Kevin Loud recently received an email from someone seeking delivery of multiple HVAC items. The emailer requested pricing information, what type of payment they accept, and their address and phone number.
Loud, vice president of operations at Loud Brothers Inc., Glenview, Ill., immediately had warning sirens go off, but decided to go with it. The emailer wanted any type of brand and it would be picked up by a freight company. Loud eventually got an address and phone number to “ship to,” and ran a search on both. As he suspected, they were linked to scams, so he reported it to the emailer’s local sheriff’s office and ceased contact.

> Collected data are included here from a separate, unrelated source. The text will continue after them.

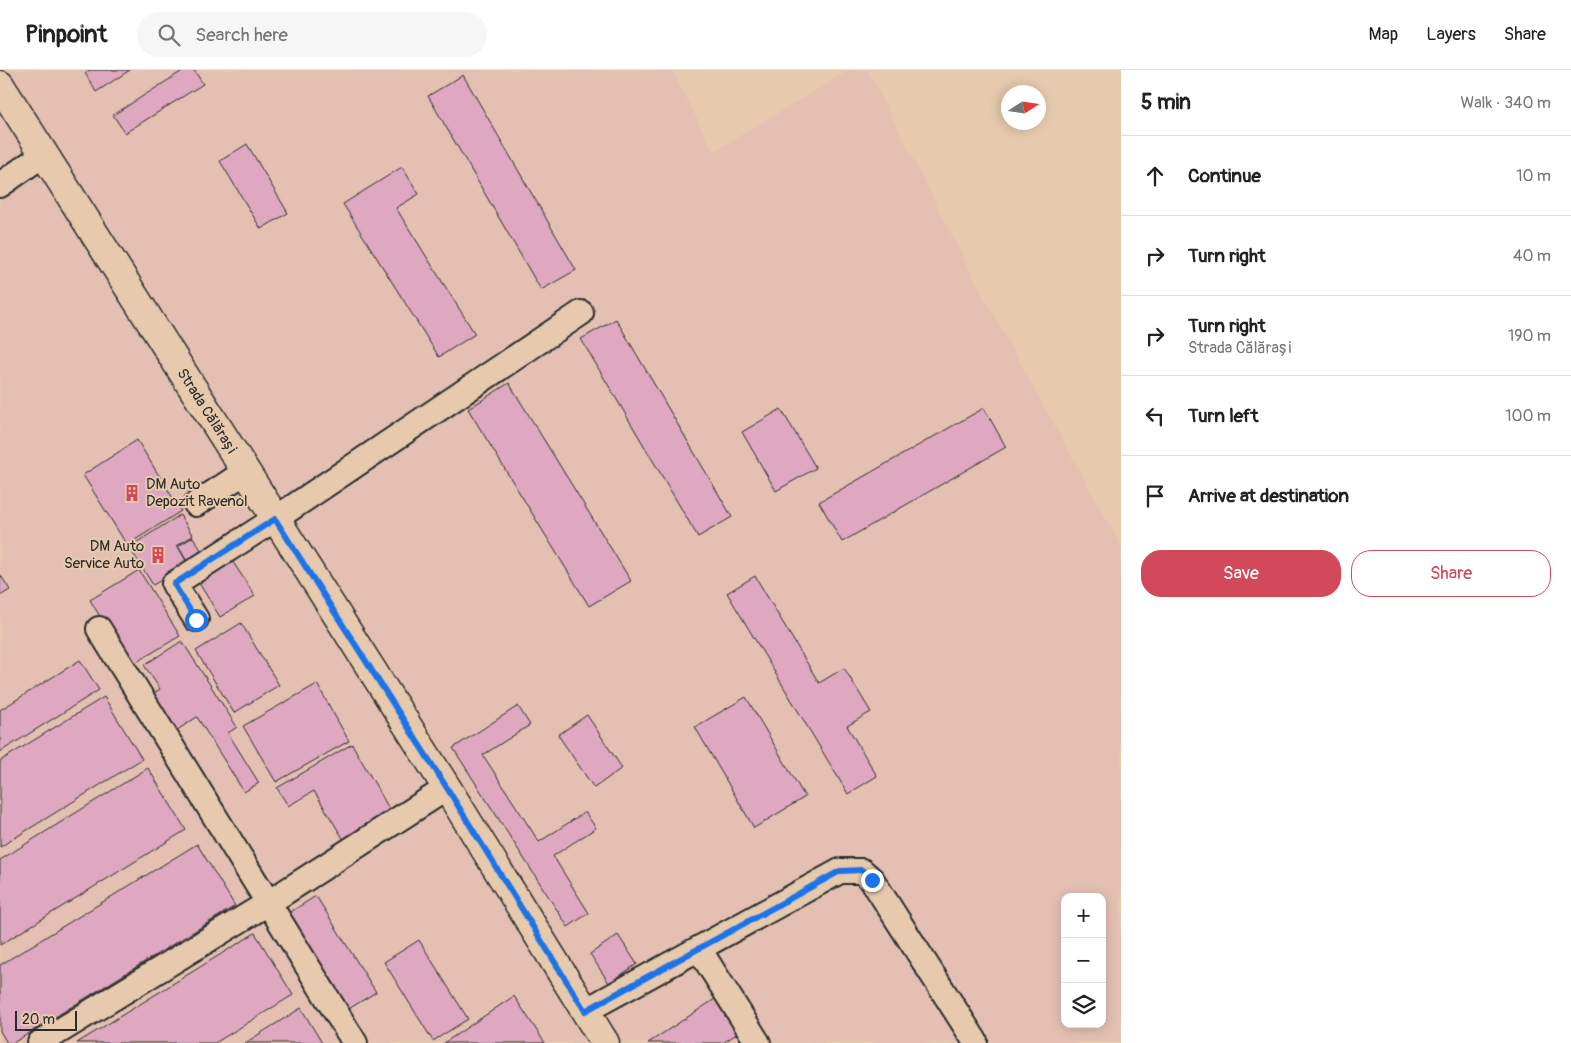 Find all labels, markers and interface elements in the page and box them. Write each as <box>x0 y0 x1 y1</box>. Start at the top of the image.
search box <box>137 12 487 57</box>
text: Pinpoint <box>25 20 107 49</box>
icon: search <box>155 21 183 49</box>
text: Search here <box>195 23 288 47</box>
text: Map <box>1369 23 1398 46</box>
text: Layers <box>1426 23 1476 46</box>
text: Share <box>1504 23 1546 46</box>
north arrow <box>1001 85 1046 130</box>
text: 5 min <box>1141 89 1191 116</box>
text: Walk · 340 m <box>1460 93 1551 113</box>
icon: ahead <box>1141 162 1169 190</box>
text: Continue <box>1188 164 1261 188</box>
text: 10 m <box>1516 166 1551 186</box>
icon: right <box>1141 242 1169 270</box>
text: Turn right <box>1188 244 1266 268</box>
text: 40 m <box>1513 246 1551 266</box>
text: Turn right <box>1188 314 1266 338</box>
icon: right <box>1141 322 1169 350</box>
text: 190 m <box>1508 326 1551 346</box>
text: Strada Călărași <box>1188 338 1291 358</box>
street label: Strada Călărași <box>173 365 241 457</box>
icon: left <box>1141 402 1169 430</box>
text: Turn left <box>1188 404 1258 428</box>
text: 100 m <box>1505 406 1551 426</box>
place label: DM Auto Depozit Ravenol <box>146 475 248 511</box>
icon: arrive <box>1141 482 1169 510</box>
building icon: DM Auto Depozit Ravenol <box>122 483 142 503</box>
text: Arrive at destination <box>1188 484 1349 508</box>
place label: DM Auto Service Auto <box>64 537 144 573</box>
building icon: DM Auto Service Auto <box>148 545 168 565</box>
button: Save <box>1141 550 1341 597</box>
button: Share <box>1351 550 1551 597</box>
route start <box>185 609 208 632</box>
route end <box>861 869 884 892</box>
map controls <box>1061 893 1106 1028</box>
button: + <box>1061 893 1106 938</box>
button: − <box>1061 938 1106 983</box>
button: layers <box>1061 983 1106 1028</box>
scale bar <box>15 1008 78 1031</box>
text: 20 m <box>22 1011 55 1028</box>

“You get that red-flag feeling,” Loud said. “Being a smaller business, you don’t necessarily expect to have people reach out blindly via email requesting equipment acquisitions. Installation services, maybe, but not deliveries. If you’re selling stuff online, that would make sense. We’re based in the Chicagoland area, and, being a small business, a lot of our clients are referred. But, an email asking for random equipment and a price, that’s odd. Certainly not in the daily routine I go through.”
Loud’s experience shows the dangers many HVAC contractors and their employees face on a daily basis — how to keep your company safe on the Internet.
“The scary part is, it’s hard enough to make a small business run, and this could be enticing if business is slow,” Loud said. “If you’re put up against the ropes, and something like this presents itself, there may be people who are tempted to pursue it. If you’re already struggling to pay bills and keep people on payroll and you do this, your next move could be closing your doors for good.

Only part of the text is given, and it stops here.